Quick note: this is a homework question, so don't feel the need to answer fully - prodding me towards the answer is welcome :)
I'm doing a "problem solving question" that has a bit of extra context around it, but the crux of the question is as follows.
Given:
$ X \sim Bin(10 000, 0.3)$ and $ Y \sim Bin(10 000, 0.31)$
$ X $ and $ Y $ are independent of each other.
What is the probability that $ Y > X $?
As part of an earlier question, I had to use the Central Limit Theorem to find the approximate the Normal distributions of $ X $ and $ Y $. I got that they were:
$ X \sim N(3000, 2100)$ and $ Y \sim N(3100, 2139)$ (I'm not sure about the notation here. Does it need to be something specific i.e. $ X_{Norm} $?)

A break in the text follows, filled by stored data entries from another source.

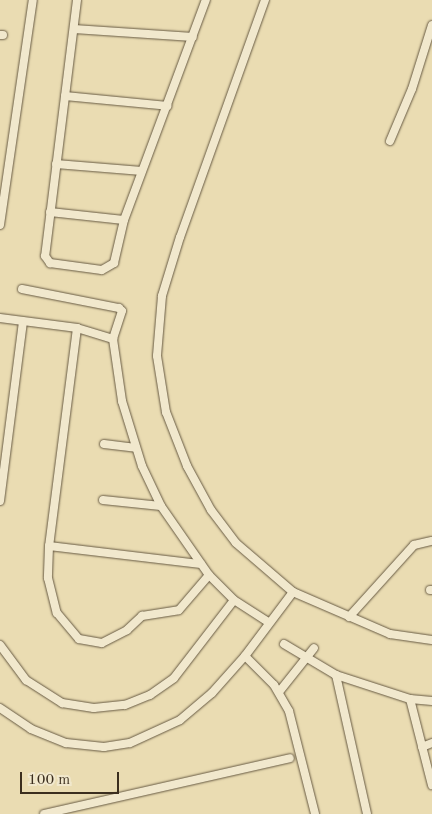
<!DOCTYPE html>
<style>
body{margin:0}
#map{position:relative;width:432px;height:814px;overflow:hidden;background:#eadcb2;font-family:"Old Standard TT",serif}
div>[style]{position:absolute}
.roads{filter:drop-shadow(0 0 1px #675a43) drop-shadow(0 0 1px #675a43)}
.minor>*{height:8px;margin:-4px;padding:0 4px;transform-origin:4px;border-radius:4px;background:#f1e8cd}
span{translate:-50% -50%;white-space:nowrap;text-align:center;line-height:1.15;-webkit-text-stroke:4px #f1e8cd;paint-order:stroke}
.scale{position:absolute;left:20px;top:772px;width:99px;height:22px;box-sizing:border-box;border:2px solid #3b2e1e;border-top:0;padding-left:6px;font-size:15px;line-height:18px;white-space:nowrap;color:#3b2e1e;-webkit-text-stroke:4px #f1e8cd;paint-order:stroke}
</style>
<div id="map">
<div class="roads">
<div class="minor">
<div style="left:77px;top:0;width:258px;rotate:97.1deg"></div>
<div style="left:45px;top:256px;width:9px;rotate:54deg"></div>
<div style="left:50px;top:263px;width:52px;rotate:7.7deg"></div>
<div style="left:102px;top:270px;width:14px;rotate:-30deg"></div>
<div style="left:114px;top:263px;width:44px;rotate:-76.9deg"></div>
<div style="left:124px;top:220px;width:235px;rotate:-69.6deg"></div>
<div style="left:265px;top:0;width:252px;rotate:109.7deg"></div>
<div style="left:180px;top:237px;width:62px;rotate:107deg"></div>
<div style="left:162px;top:296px;width:60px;rotate:94.8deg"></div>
<div style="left:157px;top:356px;width:57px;rotate:80.9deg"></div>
<div style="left:166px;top:412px;width:58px;rotate:68.7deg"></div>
<div style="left:187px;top:466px;width:50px;rotate:61.4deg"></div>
<div style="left:211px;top:510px;width:41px;rotate:52.9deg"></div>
<div style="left:236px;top:543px;width:75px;rotate:40.7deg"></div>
<div style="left:293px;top:592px;width:106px;rotate:23.4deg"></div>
<div style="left:390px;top:634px;width:42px;rotate:8.1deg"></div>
<div style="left:74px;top:29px;width:119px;rotate:3.8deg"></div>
<div style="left:0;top:35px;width:3px"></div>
<div style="left:65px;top:96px;width:103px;rotate:5.5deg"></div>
<div style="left:390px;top:141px;width:56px;rotate:-67.1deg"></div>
<div style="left:412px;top:89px;width:67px;rotate:-72.6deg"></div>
<div style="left:56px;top:164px;width:86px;rotate:4.7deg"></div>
<div style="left:50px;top:212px;width:74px;rotate:6.2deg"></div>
<div style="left:0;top:225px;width:227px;rotate:-81.7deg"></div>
<div style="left:22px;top:289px;width:99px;rotate:11.1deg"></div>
<div style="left:119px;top:308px;width:4px;rotate:45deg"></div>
<div style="left:122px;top:311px;width:29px;rotate:108deg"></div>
<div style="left:0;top:318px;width:78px;rotate:7.4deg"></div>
<div style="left:77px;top:328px;width:38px;rotate:17deg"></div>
<div style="left:113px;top:339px;width:63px;rotate:81.7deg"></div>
<div style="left:122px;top:401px;width:68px;rotate:72.9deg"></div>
<div style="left:142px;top:466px;width:44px;rotate:64.6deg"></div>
<div style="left:161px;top:506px;width:84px;rotate:55.2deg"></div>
<div style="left:209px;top:575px;width:35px;rotate:45deg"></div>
<div style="left:234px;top:600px;width:40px;rotate:32.9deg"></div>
<div style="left:77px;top:328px;width:220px;rotate:97.3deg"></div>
<div style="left:49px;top:546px;width:32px;rotate:92deg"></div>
<div style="left:48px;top:578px;width:36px;rotate:76deg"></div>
<div style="left:57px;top:613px;width:34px;rotate:50deg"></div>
<div style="left:79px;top:639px;width:23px;rotate:10deg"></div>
<div style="left:102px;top:643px;width:28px;rotate:-27deg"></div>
<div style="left:127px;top:630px;width:21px;rotate:-43deg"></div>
<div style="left:142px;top:616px;width:37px;rotate:-9deg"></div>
<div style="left:179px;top:610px;width:46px;rotate:-49.4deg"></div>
<div style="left:104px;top:444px;width:32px;rotate:7deg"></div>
<div style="left:103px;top:500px;width:58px;rotate:5.9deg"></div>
<div style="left:0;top:501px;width:181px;rotate:-82.7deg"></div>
<div style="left:49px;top:546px;width:153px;rotate:6.8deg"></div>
<div style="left:430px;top:590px;width:2px"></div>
<div style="left:293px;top:592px;width:80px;rotate:126.9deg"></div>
<div style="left:245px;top:656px;width:41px;rotate:45deg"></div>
<div style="left:274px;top:685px;width:30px;rotate:60deg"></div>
<div style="left:289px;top:711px;width:106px;rotate:75.8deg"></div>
<div style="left:349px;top:617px;width:97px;rotate:-47.9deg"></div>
<div style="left:414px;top:545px;width:18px;rotate:-13deg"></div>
<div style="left:284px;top:644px;width:61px;rotate:30.8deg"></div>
<div style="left:336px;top:675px;width:78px;rotate:18deg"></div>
<div style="left:410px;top:699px;width:22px;rotate:5deg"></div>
<div style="left:0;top:645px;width:44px;rotate:53.4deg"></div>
<div style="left:26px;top:680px;width:43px;rotate:32.6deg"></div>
<div style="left:62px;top:703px;width:32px;rotate:9deg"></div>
<div style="left:94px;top:708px;width:31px;rotate:-6deg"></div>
<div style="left:125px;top:705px;width:27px;rotate:-22deg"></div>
<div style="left:150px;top:695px;width:29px;rotate:-35deg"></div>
<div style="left:174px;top:678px;width:98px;rotate:-52.4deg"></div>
<div style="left:336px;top:675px;width:142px;rotate:77.4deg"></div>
<div style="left:279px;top:692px;width:56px;rotate:-51.5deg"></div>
<div style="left:410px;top:699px;width:89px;rotate:75.7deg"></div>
<div style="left:0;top:708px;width:37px;rotate:34deg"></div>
<div style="left:31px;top:729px;width:38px;rotate:22deg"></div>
<div style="left:66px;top:743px;width:38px;rotate:6deg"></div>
<div style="left:104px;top:747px;width:26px;rotate:-9deg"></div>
<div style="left:130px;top:743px;width:55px;rotate:-24.7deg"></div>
<div style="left:180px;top:720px;width:42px;rotate:-40.2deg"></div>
<div style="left:212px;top:693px;width:50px;rotate:-48.3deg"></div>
<div style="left:422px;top:747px;width:11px;rotate:-22deg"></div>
<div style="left:44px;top:814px;width:252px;rotate:-12.8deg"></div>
</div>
</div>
<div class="scale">100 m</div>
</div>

I was sort of following the argument of letting:
$ Z = Y - X $
$ \therefore ~ Z \sim N(3100 - 3000, 1^2 \cdot 2100 + (-1)^2 \cdot 2139) = N(100, 4239)$
Then using a Z-test to find $ Pr(Z > 0) $:
$ \sqrt{10 000} \cdot \frac{0 - 100}{\sqrt{4239}} \approx -15359$
I'm almost certain that this is incorrect, because when I simulate it in MatLab I get a success rate for $ Y > X $ of around $ 93.7\% $.
Since I'm much better at programming than I am at maths, I'm inclined to believe that I've done something wrong. Have I? And is there a better way to do this, or a more succinct argument to use?
After the approximating, you found the correct $Z$. This is also a normal random variable. Then the probability $P(Z>0)$ can be found from the standard normal table.
Note that $$ \frac{-100}{\sqrt{4239}} \approx -1.53. $$ $$ P(Z>0)\approx P(Z_0 > -1.53) = 1-\Phi(-1.53) = \Phi(1.53) \approx 0.937. $$
Here, $Z_0\sim N(0,1^2)$ is the standard normal random variable and $\Phi(z) = P(Z_0\leq z)$ is the cumulative distribution function (CDF) for the standard normal random variable.
Thus, your simulation $93.7\%$ is a correct approximated value.
So, there is no need to multiply by $\sqrt{10000}$ in your calculation.